K1はなんとなく知っていた。お父さんは格闘技好きでよくテレビで見ていた。僕も横目でチラチラ観てはいたけどあんまり関心がなかった。外国人のでかいやつが蹴ったり殴ったりしているだけで特に面白いとも思ったことが無かった。
けど今日のはちょっといつもと違う感じだった。人が小さい?

「今日はな、ミドル級という階級のトーナメントがあるんだ。これがもしかしたら日本人初のK!世界王者が誕生するかも」
と言った。
日本人初の世界王者。僕には意味が良く分からなかった。するとお父さんはこの人この人!と少し声を大きくして言った。
 番組のテロップには{反逆のカリスマ 魔裟斗}と書かれていた。
まさとって読むんだと聞いた。なんか今までの経過のPVが流れていよいよ試合となった。

今日1日で3試合あり、魔裟斗の相手は鉄の拳という異名を持つ相手だった。この選手も知らないがとにかくパンチが強いんだろうということだけ分かった。

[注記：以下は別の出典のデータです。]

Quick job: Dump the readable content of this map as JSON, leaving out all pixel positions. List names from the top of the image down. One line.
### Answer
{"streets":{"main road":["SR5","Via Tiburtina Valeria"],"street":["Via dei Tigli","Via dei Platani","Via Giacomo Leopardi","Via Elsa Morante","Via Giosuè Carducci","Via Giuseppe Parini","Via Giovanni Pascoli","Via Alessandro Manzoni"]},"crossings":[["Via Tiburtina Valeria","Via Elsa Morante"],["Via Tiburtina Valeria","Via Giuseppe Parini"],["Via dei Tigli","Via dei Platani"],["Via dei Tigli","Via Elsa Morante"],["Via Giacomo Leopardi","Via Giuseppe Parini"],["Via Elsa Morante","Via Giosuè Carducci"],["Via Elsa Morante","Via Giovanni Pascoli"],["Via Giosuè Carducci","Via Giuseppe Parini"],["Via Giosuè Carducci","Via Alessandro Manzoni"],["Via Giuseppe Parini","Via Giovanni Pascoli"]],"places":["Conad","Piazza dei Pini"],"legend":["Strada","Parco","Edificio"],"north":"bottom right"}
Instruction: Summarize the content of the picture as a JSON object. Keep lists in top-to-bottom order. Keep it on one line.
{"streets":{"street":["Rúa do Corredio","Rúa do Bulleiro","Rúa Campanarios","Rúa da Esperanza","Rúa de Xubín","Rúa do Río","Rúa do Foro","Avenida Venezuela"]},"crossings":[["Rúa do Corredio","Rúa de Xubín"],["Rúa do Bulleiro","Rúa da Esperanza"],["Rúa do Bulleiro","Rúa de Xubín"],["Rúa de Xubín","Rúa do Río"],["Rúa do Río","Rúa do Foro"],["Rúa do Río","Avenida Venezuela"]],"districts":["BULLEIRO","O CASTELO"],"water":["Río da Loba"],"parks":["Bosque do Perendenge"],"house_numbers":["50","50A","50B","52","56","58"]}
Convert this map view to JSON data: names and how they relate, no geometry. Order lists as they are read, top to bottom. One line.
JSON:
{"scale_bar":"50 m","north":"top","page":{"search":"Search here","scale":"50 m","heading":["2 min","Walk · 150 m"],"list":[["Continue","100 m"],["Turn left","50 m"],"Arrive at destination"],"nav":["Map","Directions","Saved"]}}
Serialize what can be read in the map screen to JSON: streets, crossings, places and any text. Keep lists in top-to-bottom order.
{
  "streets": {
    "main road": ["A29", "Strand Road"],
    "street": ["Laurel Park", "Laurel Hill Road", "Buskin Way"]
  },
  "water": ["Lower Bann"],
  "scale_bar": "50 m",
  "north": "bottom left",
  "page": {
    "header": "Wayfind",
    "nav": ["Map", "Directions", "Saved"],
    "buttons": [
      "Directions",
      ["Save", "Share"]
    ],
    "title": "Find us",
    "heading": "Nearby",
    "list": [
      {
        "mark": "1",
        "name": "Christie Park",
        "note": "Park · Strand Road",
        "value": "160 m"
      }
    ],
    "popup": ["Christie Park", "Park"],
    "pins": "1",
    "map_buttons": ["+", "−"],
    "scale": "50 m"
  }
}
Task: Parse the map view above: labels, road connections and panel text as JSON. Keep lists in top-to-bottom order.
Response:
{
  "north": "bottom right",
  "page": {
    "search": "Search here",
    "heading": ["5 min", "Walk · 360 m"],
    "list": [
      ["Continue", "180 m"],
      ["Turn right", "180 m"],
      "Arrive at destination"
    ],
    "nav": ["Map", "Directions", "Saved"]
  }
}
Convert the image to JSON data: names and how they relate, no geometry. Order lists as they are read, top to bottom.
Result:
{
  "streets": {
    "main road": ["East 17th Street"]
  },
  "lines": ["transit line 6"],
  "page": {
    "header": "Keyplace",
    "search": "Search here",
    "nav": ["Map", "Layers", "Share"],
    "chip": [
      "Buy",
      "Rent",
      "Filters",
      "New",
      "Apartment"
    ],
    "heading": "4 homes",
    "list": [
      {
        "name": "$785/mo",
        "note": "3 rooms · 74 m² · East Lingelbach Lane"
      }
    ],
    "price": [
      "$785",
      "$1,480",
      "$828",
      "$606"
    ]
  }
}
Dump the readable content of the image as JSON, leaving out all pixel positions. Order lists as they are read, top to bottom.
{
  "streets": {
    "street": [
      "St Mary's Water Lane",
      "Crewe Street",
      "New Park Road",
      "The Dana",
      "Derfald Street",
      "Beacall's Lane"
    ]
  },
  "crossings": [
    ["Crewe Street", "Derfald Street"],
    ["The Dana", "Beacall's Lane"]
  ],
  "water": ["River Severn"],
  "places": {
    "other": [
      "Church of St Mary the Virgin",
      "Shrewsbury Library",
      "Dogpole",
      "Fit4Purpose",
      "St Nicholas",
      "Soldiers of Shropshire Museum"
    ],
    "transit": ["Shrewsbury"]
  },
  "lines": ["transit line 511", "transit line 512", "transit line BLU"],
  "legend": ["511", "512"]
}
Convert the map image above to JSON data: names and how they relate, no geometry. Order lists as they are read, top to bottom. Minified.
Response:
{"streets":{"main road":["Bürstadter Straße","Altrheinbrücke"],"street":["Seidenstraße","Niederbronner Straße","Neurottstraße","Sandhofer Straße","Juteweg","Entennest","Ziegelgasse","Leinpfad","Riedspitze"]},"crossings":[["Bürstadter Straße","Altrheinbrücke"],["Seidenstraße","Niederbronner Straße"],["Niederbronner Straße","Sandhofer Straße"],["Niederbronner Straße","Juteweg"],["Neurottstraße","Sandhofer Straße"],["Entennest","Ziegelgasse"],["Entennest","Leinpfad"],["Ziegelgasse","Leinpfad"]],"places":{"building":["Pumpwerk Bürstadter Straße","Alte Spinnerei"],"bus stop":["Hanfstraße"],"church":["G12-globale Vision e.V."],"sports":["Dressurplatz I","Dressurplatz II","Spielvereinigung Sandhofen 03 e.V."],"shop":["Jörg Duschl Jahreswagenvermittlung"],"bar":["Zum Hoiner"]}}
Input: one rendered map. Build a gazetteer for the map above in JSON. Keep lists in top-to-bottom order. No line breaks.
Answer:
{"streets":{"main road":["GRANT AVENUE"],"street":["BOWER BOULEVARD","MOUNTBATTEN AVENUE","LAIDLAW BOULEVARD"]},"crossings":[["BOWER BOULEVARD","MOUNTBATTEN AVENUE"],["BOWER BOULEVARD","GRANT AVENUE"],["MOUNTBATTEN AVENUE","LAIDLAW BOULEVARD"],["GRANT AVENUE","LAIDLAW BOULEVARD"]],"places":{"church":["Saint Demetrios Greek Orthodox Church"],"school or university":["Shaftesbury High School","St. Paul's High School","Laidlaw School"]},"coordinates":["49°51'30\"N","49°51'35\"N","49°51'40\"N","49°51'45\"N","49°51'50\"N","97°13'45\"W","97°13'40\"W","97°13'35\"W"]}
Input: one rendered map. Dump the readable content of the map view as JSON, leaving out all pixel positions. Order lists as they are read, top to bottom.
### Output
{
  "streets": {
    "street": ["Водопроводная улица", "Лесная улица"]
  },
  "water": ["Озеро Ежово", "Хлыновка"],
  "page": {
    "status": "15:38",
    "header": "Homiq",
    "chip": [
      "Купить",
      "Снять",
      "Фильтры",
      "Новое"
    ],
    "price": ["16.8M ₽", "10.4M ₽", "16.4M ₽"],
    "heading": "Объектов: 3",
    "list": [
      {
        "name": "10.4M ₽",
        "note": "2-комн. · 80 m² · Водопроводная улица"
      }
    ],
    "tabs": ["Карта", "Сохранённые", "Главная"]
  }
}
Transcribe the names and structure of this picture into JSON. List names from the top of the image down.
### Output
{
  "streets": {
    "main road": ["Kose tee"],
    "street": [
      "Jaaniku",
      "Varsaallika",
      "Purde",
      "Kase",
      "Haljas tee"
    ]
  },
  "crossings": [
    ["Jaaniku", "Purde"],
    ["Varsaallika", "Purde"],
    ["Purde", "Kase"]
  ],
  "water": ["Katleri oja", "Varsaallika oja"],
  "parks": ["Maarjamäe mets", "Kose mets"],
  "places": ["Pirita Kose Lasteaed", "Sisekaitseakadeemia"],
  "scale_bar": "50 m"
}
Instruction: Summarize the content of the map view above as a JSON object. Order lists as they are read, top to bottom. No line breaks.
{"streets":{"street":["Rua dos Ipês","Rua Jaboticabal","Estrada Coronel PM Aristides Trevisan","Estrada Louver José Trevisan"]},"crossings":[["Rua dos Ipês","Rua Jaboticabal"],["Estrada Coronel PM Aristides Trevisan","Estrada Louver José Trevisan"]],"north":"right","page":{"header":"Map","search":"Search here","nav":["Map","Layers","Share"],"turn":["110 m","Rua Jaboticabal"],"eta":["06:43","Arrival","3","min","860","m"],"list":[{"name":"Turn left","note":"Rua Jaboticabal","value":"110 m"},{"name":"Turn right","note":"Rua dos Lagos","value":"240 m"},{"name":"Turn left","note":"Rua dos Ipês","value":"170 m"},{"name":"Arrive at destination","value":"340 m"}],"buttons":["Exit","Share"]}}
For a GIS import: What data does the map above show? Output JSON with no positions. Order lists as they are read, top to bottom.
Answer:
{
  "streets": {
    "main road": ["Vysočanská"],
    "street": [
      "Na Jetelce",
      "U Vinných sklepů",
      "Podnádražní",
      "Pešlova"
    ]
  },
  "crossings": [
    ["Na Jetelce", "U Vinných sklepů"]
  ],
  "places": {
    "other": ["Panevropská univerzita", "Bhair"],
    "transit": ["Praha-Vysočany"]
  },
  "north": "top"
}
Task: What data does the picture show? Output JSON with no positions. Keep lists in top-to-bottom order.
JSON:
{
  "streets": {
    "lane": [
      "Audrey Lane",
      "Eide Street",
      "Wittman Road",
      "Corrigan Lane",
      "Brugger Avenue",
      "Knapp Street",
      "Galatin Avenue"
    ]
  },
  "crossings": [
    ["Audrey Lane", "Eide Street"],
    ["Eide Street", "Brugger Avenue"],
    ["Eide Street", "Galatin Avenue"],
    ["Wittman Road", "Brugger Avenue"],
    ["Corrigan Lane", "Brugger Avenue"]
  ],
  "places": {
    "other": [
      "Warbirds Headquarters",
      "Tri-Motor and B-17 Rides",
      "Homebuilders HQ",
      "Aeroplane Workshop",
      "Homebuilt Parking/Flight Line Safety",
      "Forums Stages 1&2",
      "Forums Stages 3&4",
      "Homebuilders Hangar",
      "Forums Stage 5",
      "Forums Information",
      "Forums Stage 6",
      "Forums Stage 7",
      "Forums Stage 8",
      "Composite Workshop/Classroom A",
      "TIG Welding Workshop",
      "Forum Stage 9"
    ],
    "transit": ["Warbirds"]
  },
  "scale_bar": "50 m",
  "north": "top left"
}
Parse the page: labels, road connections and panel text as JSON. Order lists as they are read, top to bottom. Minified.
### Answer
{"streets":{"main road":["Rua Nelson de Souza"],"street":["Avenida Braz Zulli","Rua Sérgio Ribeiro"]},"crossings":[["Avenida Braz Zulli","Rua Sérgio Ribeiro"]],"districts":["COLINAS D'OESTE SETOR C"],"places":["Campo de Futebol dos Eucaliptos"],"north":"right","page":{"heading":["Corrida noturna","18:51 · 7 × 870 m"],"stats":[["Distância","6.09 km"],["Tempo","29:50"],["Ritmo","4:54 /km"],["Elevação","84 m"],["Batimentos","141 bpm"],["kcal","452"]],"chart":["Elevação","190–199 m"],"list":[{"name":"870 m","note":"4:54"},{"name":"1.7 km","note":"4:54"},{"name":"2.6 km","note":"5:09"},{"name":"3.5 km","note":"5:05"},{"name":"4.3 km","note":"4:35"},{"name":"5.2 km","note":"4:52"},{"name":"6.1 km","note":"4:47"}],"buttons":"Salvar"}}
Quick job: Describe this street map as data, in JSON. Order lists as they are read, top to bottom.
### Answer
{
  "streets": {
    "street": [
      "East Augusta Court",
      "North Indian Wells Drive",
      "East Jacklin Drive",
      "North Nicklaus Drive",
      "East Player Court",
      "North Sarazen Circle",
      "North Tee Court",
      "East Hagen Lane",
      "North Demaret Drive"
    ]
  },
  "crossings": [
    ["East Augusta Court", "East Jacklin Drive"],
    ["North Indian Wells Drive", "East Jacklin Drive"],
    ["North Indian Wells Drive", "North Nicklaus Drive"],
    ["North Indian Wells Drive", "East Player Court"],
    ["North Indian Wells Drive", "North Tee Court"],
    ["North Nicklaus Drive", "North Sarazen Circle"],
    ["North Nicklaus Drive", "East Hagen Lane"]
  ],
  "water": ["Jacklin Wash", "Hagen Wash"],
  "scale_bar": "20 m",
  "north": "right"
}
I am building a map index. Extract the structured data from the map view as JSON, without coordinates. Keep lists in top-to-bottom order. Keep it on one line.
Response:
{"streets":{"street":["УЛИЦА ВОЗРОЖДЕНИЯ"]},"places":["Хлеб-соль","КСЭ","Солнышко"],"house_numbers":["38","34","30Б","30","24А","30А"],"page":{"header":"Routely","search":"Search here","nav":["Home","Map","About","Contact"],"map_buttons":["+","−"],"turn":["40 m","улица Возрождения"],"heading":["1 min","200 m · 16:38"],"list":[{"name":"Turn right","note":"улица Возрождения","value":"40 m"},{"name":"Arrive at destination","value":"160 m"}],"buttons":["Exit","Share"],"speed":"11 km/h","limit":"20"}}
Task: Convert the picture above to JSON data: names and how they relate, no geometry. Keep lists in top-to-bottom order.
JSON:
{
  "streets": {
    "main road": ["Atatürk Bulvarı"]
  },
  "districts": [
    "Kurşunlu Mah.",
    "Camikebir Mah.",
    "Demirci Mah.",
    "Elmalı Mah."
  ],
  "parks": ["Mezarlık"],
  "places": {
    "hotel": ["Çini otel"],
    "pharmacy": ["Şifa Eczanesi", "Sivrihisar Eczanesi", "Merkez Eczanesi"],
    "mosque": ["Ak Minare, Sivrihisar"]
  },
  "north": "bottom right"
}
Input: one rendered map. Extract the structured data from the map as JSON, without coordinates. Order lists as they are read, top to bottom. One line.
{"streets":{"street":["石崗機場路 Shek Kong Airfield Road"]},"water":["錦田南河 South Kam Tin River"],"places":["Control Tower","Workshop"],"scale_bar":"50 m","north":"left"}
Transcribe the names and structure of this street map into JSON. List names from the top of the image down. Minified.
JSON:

その鉄の拳を掻い潜り1試合目を判定で勝っていた。お父さんは良し!と声を上げていた。その後何試合か他の選手の試合があって再び魔裟斗の試合になった。相手はタイ人でムエタイ王と書いてあった。一進一退の攻防の後左アッパー顔面にぶち込み魔裟斗がKOで勝った。いよいよ決勝になった。僕は画面に喰らいついていた。この人がどうなるのか。僕はドキドキして胸の鼓動が高まった。